We surveyed a diverse, population-based sample of women with breast cancer in northern California to assess the association of knowledge about individual tumor characteristics and receipt of recommended adjuvant therapies. We also examined whether racial disparities in treatment receipt, if present, were mediated by breast cancer knowledge.


Study Population

We identified 1,118 white, black, and Hispanic women with stage 0 to III breast cancer diagnosed during 2010 to 2011 in Regions 1/8 (San Francisco/Santa Clara Area [nine counties]) and Region 3 (Sacramento Area [13 counties]) of the California Cancer Registry (CCR).15 The registries (both part of the SEER program) uniformly collect information on patient demographics, tumor characteristics, primary treatments, and mortality for all incident cancers in these regions. We obtained study approvals from the CCR, the California Health and Human Services Agency Committee for the Protection of Human Subjects, and the Harvard Medical School Committee on Human Studies.

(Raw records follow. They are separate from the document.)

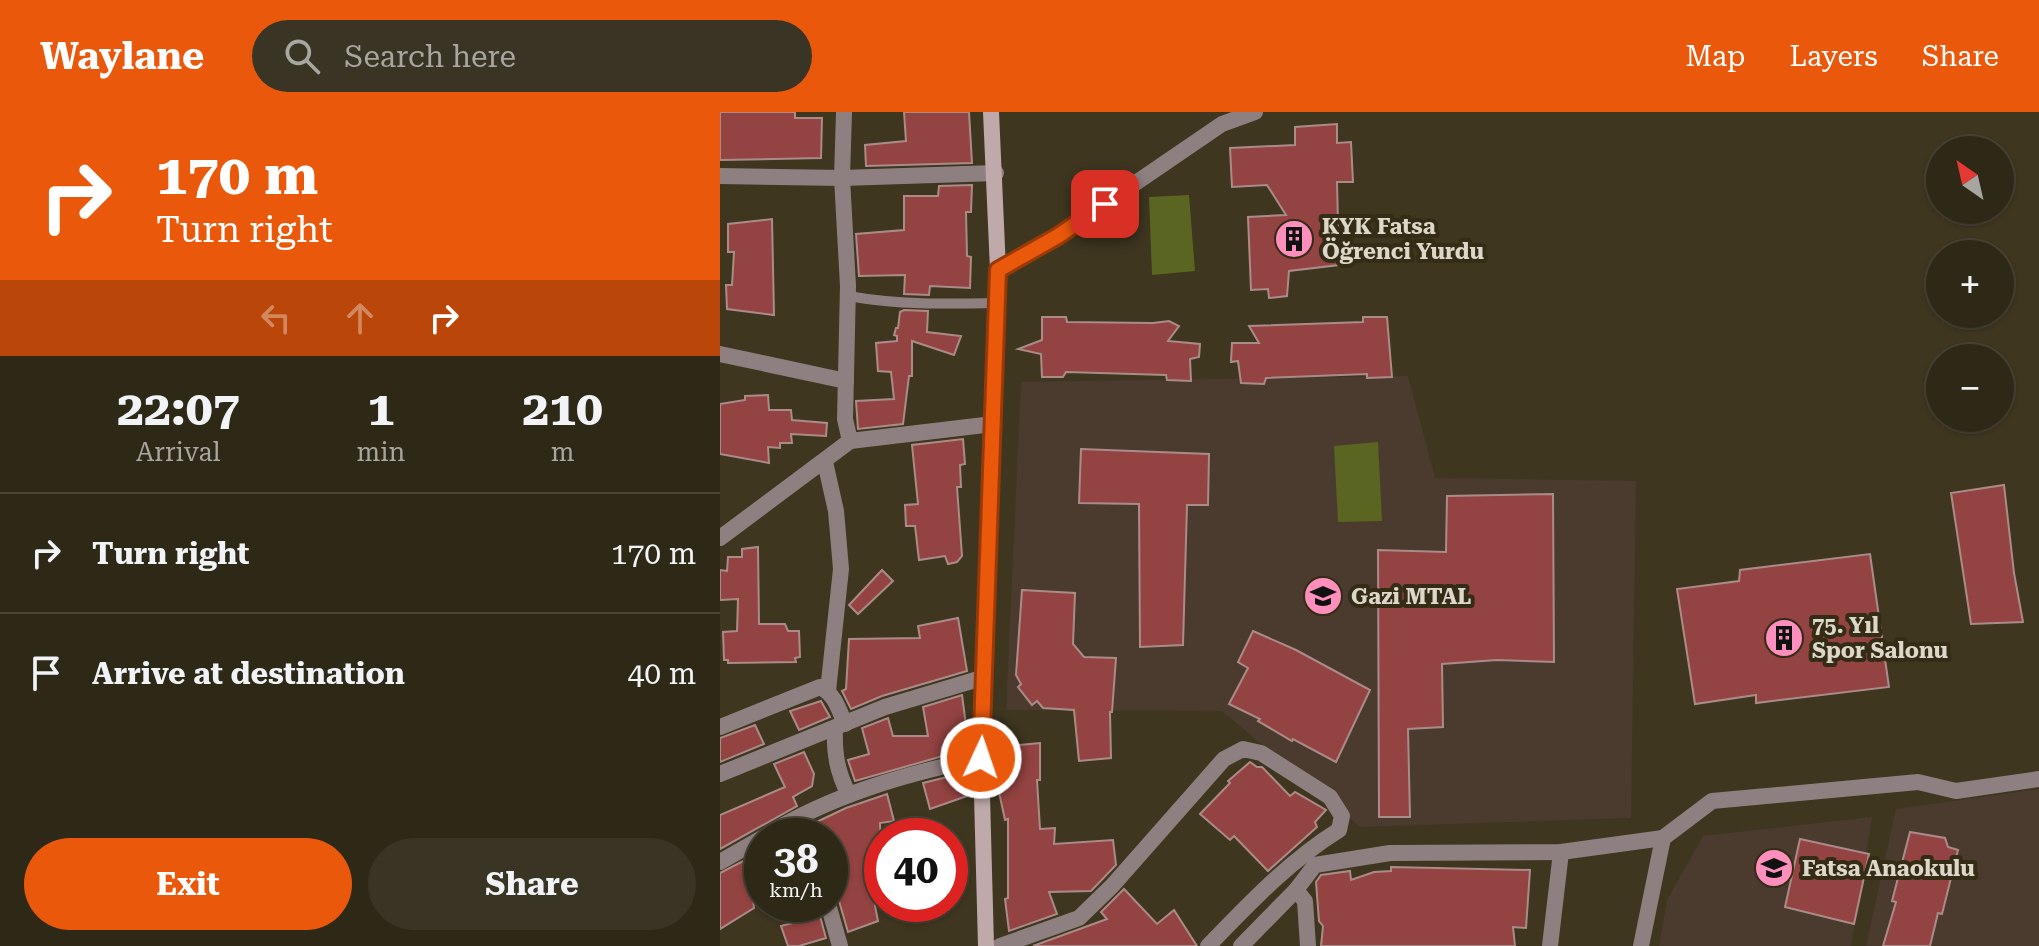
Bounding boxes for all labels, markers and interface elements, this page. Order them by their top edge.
search box [252,20,812,92]
text: Waylane [40,34,204,78]
icon: search [280,34,324,78]
text: Search here [344,39,516,74]
text: Map [1686,40,1745,73]
text: Layers [1789,40,1878,73]
text: Share [1922,40,1999,73]
north arrow [1926,136,2014,224]
map controls [1926,136,2014,432]
text: 170 m [156,142,318,208]
icon: right [24,144,128,248]
pin [1071,170,1139,238]
icon: arrive [1083,182,1127,226]
text: Turn right [156,209,333,251]
place label: KYK Fatsa Öğrenci Yurdu [1322,214,1485,264]
building icon: KYK Fatsa Öğrenci Yurdu [1273,218,1315,260]
button: + [1926,240,2014,328]
icon: left [254,296,298,340]
icon: ahead [338,296,382,340]
icon: right [422,296,466,340]
button: − [1926,344,2014,432]
text: 22:07 [117,381,240,437]
text: 1 [367,381,394,437]
text: 210 [522,381,603,437]
text: Arrival [136,437,221,467]
text: min [357,437,405,467]
text: m [551,437,575,467]
icon: right [24,531,68,575]
text: Turn right [92,536,249,571]
text: 170 m [611,536,696,571]
school or university icon: Gazi MTAL [1302,575,1344,617]
place label: Gazi MTAL [1351,584,1471,609]
place label: 75. Yıl Spor Salonu [1812,613,1949,663]
building icon: 75. Yıl Spor Salonu [1763,617,1805,659]
icon: arrive [24,651,68,695]
text: Arrive at destination [92,656,405,691]
text: 40 m [627,656,696,691]
position arrow [939,716,1023,800]
speed limit sign: 40 [864,818,968,922]
text: 38 [774,836,818,883]
button: Exit [24,838,352,930]
button: Share [368,838,696,930]
school or university icon: Fatsa Anaokulu [1753,847,1795,889]
place label: Fatsa Anaokulu [1802,856,1975,881]
text: km/h [769,878,823,902]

Survey Administration and Patient Enrollment

As previously described,14 we mailed introductory letters to eligible patients in English and Spanish inviting them to participate in a one-time survey about their breast cancer care. The mailing included a postage-paid opt-out card and a toll-free number to call to participate or opt out. Patients who did not opt out but whom we did not reach by phone received a second mailing. We attempted at least six telephone calls to women at different times and days. Participants provided verbal consent at the start of the survey and received $20 on interview completion. Interviews were conducted between January 17, 2012 and December 3, 2013 over the telephone by a trained interviewer who used computer-assisted telephone interview software. Women were surveyed between 2 to 3 years (87.2%), 1 to 2 years (11.8%), and 6 to 12 months (0.7%) and at 4 months (0.24% [one patient]) after diagnosis.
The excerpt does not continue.